Problem to solve – From the first line to the last, set down the material exactly and drop every picture.

Source information –
════

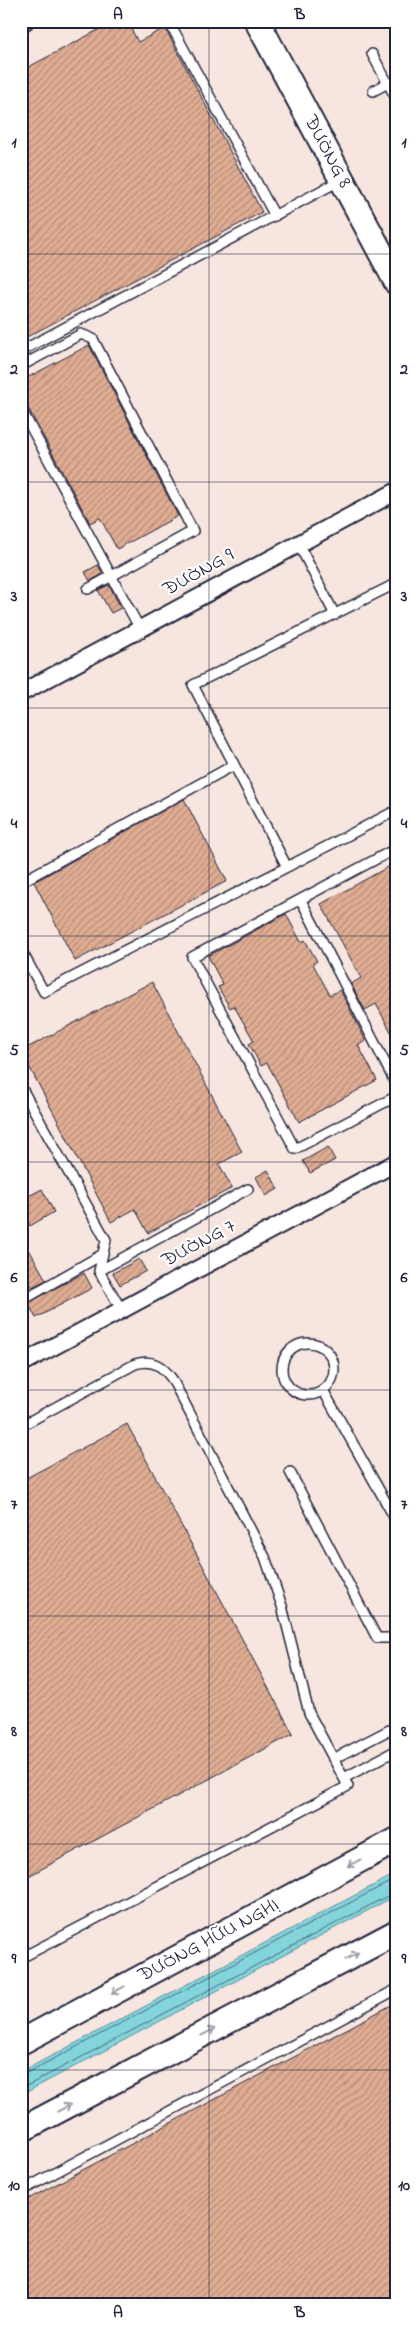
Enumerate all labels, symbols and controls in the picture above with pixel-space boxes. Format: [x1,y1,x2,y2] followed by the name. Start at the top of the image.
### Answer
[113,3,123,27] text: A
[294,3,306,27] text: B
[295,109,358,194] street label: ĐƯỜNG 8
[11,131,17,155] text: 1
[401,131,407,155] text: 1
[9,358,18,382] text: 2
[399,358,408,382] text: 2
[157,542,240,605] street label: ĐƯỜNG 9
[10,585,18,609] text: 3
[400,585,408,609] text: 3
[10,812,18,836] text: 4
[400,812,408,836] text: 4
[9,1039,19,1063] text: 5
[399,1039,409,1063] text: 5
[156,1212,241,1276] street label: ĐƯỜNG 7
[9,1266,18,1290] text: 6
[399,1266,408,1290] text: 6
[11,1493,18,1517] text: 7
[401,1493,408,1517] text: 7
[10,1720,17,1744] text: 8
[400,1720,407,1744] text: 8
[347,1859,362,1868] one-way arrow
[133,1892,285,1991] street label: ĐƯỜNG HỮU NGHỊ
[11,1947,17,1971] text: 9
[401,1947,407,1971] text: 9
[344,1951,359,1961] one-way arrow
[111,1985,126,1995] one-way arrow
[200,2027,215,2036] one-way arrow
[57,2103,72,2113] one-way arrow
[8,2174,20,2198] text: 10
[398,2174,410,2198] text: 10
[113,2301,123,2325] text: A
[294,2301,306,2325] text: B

════

Answer section –
Enumerate all labels, symbols and controls in the picture above with pixel-space boxes. Format: [x1,y1,x2,y2] followed by the name. Start at the top of the image.
### Answer
[113,3,123,27] text: A
[294,3,306,27] text: B
[295,109,358,194] street label: ĐƯỜNG 8
[11,131,17,155] text: 1
[401,131,407,155] text: 1
[9,358,18,382] text: 2
[399,358,408,382] text: 2
[157,542,240,605] street label: ĐƯỜNG 9
[10,585,18,609] text: 3
[400,585,408,609] text: 3
[10,812,18,836] text: 4
[400,812,408,836] text: 4
[9,1039,19,1063] text: 5
[399,1039,409,1063] text: 5
[156,1212,241,1276] street label: ĐƯỜNG 7
[9,1266,18,1290] text: 6
[399,1266,408,1290] text: 6
[11,1493,18,1517] text: 7
[401,1493,408,1517] text: 7
[10,1720,17,1744] text: 8
[400,1720,407,1744] text: 8
[347,1859,362,1868] one-way arrow
[133,1892,285,1991] street label: ĐƯỜNG HỮU NGHỊ
[11,1947,17,1971] text: 9
[401,1947,407,1971] text: 9
[344,1951,359,1961] one-way arrow
[111,1985,126,1995] one-way arrow
[200,2027,215,2036] one-way arrow
[57,2103,72,2113] one-way arrow
[8,2174,20,2198] text: 10
[398,2174,410,2198] text: 10
[113,2301,123,2325] text: A
[294,2301,306,2325] text: B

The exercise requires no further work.